If the security of the nation were at stake, do you think the United States Air Force would be debating whether or not to have the F-35 come here? Clearly, all 10 sites would serve the security purposes of the USAF; that is why the sites were selected for consideration. Whether we welcome the F-35 with open arms or fight it tooth and nail, only one of the sites will be getting the plane. It is not necessary to have the plane here for security purposes.

Juliet Buck

South Burlington

It’s a shame that Gene Richards, chairman of the Burlington airport commission, is unable to take a more measured approach to noise pollution impacting nearly one-fifth of the state’s population.

My Burlington home is nowhere near the airport. In fact, it is further away than many homes within city limits. Yet the F-16s manage to disrupt conversations with clients, rouse me and my neighbors awake at irregular hours (the latest at 7:30 a.m. on Saturday, March 27), frighten pets and, as of last summer, dump fuel into our drinking water.

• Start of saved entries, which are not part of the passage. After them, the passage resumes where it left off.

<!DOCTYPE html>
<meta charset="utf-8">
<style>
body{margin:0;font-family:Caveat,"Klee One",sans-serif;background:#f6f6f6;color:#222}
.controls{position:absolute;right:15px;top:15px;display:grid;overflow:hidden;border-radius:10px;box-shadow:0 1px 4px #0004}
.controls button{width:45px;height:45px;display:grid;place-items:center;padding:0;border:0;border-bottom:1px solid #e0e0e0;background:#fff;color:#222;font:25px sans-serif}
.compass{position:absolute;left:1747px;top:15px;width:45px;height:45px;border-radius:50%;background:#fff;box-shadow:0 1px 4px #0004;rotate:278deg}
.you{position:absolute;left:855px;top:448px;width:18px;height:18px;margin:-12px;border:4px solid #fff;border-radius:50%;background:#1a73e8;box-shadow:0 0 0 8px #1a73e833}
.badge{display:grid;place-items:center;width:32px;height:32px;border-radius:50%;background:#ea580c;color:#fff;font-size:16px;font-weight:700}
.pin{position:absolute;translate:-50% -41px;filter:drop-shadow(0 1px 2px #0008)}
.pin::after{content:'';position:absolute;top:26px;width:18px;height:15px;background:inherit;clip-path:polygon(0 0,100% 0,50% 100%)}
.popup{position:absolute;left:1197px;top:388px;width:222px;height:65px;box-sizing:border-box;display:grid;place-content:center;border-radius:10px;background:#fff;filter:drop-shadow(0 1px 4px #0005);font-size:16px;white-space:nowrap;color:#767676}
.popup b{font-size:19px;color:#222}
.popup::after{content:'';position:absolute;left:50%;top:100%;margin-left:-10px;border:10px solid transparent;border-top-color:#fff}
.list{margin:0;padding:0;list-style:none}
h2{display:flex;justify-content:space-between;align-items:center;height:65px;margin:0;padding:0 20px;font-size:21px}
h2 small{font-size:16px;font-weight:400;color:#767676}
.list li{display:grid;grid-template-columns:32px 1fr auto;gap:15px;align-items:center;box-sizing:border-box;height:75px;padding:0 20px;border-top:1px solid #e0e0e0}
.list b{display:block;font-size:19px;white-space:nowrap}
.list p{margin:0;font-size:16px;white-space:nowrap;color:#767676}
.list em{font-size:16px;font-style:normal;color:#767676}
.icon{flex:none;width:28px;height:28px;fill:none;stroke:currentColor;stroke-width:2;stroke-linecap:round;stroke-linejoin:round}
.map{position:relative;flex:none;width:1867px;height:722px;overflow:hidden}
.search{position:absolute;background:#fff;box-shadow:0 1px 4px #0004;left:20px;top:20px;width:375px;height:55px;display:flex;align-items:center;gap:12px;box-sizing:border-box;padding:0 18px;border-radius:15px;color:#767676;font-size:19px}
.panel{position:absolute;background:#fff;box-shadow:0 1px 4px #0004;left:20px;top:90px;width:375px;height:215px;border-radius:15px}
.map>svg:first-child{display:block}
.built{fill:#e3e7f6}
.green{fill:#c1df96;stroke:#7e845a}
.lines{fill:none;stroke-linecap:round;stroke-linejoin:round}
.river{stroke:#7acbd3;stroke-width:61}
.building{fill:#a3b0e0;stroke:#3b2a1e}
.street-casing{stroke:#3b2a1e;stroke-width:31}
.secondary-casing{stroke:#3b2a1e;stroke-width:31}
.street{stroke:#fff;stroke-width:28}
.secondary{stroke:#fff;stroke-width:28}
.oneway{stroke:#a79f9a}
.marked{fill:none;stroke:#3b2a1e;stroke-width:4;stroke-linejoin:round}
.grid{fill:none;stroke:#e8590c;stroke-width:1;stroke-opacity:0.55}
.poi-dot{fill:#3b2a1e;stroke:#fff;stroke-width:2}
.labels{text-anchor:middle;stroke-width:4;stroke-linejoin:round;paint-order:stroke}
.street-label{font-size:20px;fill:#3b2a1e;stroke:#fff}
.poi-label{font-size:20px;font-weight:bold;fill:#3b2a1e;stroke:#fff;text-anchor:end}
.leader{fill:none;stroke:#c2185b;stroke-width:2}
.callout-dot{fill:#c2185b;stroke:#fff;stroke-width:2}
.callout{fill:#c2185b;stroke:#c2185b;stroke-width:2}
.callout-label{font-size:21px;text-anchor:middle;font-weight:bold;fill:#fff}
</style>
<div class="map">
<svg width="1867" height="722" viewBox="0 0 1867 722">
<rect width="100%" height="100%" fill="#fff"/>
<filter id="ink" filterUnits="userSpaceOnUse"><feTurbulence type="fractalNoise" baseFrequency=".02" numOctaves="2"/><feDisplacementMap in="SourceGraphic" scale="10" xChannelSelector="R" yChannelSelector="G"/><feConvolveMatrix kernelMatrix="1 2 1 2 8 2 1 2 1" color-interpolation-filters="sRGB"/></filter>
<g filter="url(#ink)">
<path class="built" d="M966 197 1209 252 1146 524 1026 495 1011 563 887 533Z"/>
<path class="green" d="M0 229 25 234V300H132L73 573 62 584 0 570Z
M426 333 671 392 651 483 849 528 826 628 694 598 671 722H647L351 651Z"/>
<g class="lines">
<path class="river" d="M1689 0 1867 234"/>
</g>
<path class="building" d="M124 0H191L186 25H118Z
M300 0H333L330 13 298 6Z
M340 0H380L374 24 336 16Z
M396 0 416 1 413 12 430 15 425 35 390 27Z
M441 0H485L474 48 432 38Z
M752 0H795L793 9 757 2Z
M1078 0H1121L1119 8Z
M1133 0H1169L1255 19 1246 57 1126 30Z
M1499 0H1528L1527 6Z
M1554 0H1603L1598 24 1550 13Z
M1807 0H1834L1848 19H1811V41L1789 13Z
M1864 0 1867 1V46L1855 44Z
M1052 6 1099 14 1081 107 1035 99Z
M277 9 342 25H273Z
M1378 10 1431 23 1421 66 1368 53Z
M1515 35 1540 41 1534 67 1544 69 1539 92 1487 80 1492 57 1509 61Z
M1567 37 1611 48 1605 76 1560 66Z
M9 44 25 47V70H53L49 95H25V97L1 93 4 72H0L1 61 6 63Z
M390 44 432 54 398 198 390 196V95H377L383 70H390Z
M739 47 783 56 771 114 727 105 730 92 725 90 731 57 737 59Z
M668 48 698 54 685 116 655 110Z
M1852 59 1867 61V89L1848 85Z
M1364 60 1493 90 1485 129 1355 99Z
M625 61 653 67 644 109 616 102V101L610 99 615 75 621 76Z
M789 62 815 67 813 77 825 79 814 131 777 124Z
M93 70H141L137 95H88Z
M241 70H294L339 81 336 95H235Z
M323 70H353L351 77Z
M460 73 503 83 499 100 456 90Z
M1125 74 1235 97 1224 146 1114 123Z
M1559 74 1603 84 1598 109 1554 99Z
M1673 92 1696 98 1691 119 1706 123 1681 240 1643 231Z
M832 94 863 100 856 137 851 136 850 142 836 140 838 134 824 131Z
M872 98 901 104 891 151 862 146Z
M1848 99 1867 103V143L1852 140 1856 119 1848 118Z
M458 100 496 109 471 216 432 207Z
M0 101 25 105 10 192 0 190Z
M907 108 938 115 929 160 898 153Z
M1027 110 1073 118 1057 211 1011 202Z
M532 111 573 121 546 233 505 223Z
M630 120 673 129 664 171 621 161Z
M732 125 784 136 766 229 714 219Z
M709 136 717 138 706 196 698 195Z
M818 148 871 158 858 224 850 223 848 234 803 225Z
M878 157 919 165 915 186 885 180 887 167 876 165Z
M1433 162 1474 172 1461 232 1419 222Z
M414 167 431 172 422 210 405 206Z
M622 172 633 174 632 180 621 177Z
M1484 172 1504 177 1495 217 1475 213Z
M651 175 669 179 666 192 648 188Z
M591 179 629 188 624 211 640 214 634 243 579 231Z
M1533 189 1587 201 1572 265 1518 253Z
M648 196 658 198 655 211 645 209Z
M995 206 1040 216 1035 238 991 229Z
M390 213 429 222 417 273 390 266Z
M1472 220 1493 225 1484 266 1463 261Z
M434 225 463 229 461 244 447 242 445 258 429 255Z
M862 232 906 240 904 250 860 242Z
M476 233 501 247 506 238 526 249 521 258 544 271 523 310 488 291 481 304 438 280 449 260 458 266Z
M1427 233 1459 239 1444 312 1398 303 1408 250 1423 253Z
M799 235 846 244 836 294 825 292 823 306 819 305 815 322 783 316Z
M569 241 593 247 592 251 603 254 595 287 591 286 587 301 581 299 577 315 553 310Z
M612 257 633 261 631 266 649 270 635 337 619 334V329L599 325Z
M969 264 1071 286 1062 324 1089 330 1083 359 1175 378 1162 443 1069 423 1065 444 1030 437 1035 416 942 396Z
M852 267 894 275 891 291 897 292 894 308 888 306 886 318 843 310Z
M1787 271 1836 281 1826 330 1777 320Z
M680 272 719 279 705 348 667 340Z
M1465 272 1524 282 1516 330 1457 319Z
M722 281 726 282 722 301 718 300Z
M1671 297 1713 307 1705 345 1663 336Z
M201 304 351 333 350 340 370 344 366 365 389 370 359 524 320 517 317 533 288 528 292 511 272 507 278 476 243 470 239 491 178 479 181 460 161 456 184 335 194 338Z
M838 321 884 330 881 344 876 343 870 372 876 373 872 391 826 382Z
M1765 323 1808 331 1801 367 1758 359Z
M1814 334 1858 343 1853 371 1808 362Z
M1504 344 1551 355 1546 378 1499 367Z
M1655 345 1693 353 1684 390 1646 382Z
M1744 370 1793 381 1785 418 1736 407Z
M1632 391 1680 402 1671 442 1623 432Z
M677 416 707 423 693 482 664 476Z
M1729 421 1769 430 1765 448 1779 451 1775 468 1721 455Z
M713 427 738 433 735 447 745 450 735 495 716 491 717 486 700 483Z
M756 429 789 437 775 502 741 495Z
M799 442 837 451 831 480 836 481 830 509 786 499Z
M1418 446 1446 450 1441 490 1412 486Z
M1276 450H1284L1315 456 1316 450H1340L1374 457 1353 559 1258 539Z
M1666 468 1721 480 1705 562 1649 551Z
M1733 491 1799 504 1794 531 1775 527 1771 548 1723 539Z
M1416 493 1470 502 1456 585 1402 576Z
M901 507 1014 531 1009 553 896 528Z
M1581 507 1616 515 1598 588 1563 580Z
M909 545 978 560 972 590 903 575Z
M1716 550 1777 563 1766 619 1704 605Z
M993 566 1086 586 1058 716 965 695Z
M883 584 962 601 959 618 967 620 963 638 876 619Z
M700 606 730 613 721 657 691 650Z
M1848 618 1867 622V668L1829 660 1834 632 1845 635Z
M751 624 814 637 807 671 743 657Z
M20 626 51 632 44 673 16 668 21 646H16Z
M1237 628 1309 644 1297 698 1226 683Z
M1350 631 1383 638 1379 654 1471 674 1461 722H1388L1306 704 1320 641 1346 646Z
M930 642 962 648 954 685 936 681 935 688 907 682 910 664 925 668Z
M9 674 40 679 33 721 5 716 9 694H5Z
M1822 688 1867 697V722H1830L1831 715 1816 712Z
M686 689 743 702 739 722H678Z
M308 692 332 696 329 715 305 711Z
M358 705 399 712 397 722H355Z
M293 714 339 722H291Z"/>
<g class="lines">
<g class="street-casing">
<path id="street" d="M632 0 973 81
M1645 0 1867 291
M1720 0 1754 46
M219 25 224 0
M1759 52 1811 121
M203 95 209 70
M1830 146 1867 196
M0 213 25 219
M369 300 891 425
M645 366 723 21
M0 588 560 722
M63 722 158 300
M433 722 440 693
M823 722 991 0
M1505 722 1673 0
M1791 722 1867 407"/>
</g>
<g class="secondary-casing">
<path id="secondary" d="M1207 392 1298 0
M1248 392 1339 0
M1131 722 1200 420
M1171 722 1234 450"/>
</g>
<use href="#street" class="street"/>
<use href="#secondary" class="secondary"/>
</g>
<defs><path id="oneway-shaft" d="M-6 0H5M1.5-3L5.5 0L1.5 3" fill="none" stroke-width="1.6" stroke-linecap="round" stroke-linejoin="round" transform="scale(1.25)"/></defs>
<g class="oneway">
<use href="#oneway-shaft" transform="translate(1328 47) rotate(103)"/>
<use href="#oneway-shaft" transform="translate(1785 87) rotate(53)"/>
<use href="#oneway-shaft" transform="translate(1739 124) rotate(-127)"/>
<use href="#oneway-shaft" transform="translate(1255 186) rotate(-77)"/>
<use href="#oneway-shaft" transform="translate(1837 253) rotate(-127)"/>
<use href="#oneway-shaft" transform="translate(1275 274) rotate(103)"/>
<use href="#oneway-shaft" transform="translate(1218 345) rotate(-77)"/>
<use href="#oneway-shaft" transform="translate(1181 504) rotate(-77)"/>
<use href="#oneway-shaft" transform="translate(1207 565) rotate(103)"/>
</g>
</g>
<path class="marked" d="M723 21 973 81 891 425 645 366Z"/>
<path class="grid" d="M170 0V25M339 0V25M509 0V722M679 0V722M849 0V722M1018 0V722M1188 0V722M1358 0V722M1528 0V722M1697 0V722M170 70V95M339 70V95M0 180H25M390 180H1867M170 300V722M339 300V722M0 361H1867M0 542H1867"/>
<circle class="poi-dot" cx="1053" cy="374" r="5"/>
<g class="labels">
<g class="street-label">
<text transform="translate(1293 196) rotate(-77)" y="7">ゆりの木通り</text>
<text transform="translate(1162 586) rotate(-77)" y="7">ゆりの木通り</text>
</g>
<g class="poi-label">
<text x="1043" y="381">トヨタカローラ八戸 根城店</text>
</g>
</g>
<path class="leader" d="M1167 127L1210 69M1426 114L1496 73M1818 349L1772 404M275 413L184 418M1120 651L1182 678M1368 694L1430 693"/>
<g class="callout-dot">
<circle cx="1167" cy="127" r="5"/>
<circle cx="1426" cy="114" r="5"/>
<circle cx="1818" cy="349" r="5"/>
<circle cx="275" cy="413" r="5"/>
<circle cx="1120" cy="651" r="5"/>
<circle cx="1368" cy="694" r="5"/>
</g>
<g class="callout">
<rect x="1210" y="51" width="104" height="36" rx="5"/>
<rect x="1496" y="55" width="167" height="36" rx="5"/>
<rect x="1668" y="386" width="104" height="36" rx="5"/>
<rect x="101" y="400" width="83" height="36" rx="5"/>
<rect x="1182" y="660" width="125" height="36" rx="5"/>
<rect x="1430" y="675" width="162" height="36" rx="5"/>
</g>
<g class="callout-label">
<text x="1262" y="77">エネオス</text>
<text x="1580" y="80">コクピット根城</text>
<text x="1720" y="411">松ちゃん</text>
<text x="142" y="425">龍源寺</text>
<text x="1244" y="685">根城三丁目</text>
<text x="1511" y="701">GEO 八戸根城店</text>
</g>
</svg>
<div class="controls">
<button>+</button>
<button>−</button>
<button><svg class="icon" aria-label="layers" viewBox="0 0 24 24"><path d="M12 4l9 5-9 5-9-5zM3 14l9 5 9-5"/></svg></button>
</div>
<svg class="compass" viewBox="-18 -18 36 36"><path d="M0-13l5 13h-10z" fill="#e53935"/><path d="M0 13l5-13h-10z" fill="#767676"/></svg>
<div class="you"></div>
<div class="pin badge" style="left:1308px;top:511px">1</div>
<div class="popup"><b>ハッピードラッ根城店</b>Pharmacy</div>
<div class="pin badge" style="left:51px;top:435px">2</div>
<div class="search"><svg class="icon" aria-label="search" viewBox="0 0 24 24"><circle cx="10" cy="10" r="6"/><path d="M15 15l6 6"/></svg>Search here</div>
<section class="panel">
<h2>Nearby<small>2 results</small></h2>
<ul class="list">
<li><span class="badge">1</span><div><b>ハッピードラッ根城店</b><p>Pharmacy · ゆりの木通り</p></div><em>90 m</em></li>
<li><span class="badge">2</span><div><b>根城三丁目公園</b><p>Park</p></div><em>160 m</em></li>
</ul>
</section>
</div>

Perhaps Richards can explain his excitement to children I see blocking their ears beneath the roar of a half-dozen F-16s maneuvering over Vermont’s largest population (and economic) center. Is Richards’ “excitement” shared by those who suffer stress, illness, aggression and hearing damage? These and more health issues will become more pressing by welcoming the louder F-35s, whose decibel levels reach 110dBA.

One does not need to live near the airport to know that Cold War military weaponry does not make a good neighbor. Besides the obvious noise issues surrounding VTANG’s growing mandate, keeping VTANG where it is presents enormous financial concerns. Each fighter will end up costing taxpayers $122 million — barring another 50 percent price hike. In conservative numbers, each F-35 will also cost taxpayers $20,000 for every hour of flight.

Instead of issuing marginalizing statements, perhaps the airport commission can entertain the opinions of those who see a future that does not involve hearing loss or diminished productivity levels.

Tiki Archambeau

Burlington

Here is one suggestion to help with the airport noise resentment. Since Gene Richards hears the noise of F-16s flying around as “exciting” and says he thinks “it’s part of being in a lively community,” and George Maille feels like he is “living in a disaster” due to the noise of the current air traffic, how about [having] Gene Richards buy the house conveniently located next to the airport [from] George Maille, and he can listen and feel a part of a lively community all he wants.

Harold Kaplan

Burlington

CORRECTION:

In last week’s story “The Law of the Land,” we mistakenly indicated that Adam Prizio, Esq. is a Vermont Law School graduate: He actually studied at Notre Dame Law School. Also, Law for Food’s partners will not act as lobbyists.